> WORK ITEM:
Could you repeat every entry below word for word, leaving out the pictures?

> PROVIDED DATA:
[Start of Attachment]

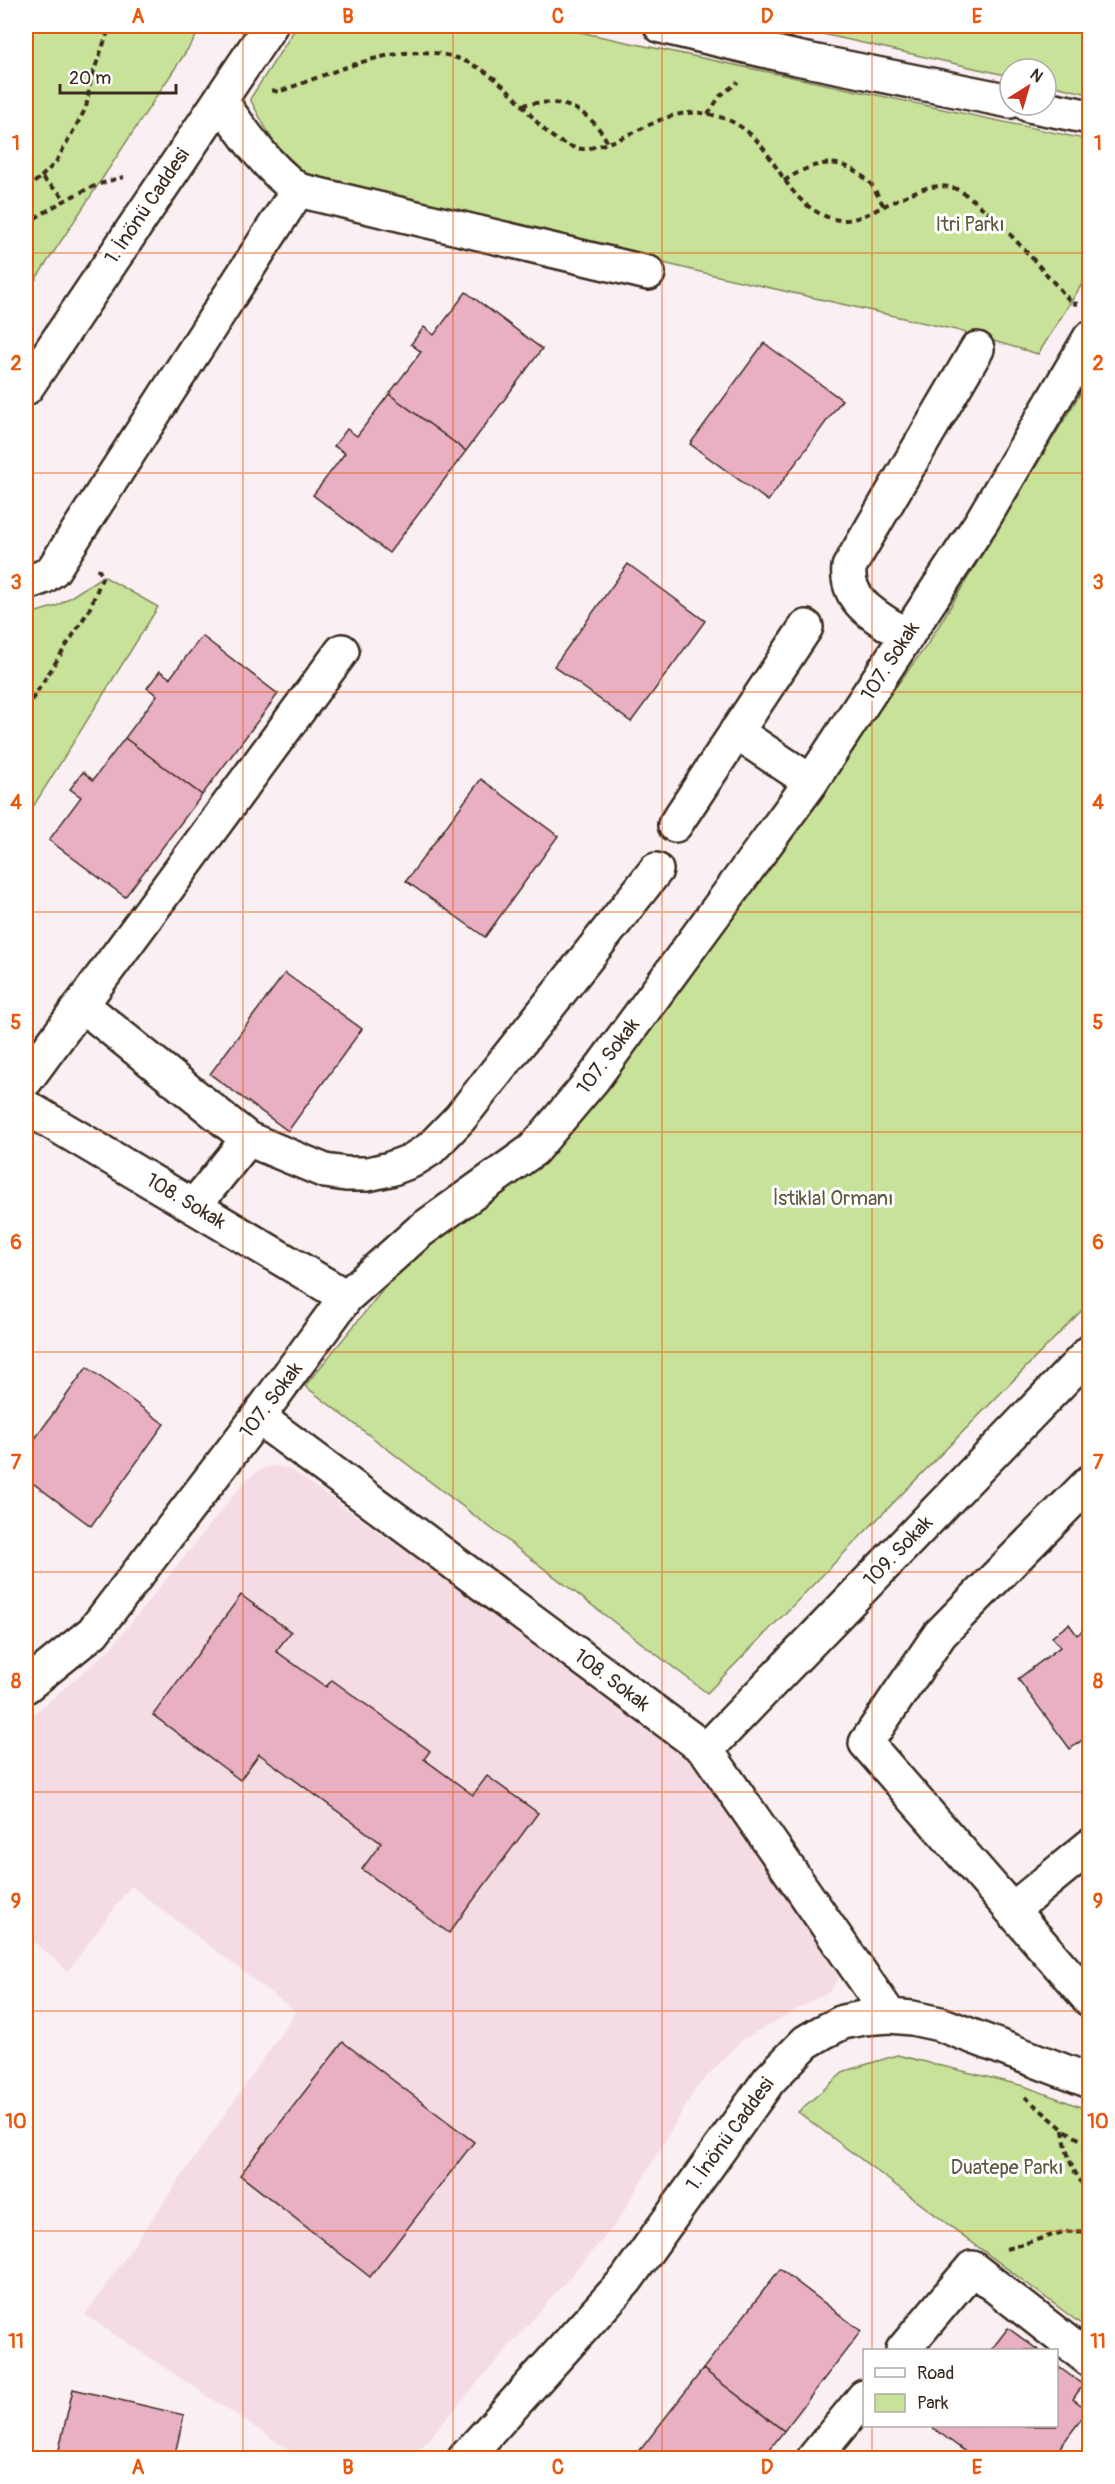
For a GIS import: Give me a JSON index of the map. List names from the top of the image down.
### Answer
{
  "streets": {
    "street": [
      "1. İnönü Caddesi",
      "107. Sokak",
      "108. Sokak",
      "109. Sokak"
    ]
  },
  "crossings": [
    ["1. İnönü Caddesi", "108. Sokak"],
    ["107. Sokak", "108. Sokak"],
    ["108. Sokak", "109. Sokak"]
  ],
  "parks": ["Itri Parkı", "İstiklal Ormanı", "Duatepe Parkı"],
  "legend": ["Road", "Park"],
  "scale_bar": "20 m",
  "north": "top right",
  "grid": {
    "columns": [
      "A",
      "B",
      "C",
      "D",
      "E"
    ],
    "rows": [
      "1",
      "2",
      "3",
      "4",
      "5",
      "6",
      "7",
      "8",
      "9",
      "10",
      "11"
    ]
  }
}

[End of Attachment]

> THE ANSWER:
For a GIS import: Give me a JSON index of the map. List names from the top of the image down.
### Answer
{
  "streets": {
    "street": [
      "1. İnönü Caddesi",
      "107. Sokak",
      "108. Sokak",
      "109. Sokak"
    ]
  },
  "crossings": [
    ["1. İnönü Caddesi", "108. Sokak"],
    ["107. Sokak", "108. Sokak"],
    ["108. Sokak", "109. Sokak"]
  ],
  "parks": ["Itri Parkı", "İstiklal Ormanı", "Duatepe Parkı"],
  "legend": ["Road", "Park"],
  "scale_bar": "20 m",
  "north": "top right",
  "grid": {
    "columns": [
      "A",
      "B",
      "C",
      "D",
      "E"
    ],
    "rows": [
      "1",
      "2",
      "3",
      "4",
      "5",
      "6",
      "7",
      "8",
      "9",
      "10",
      "11"
    ]
  }
}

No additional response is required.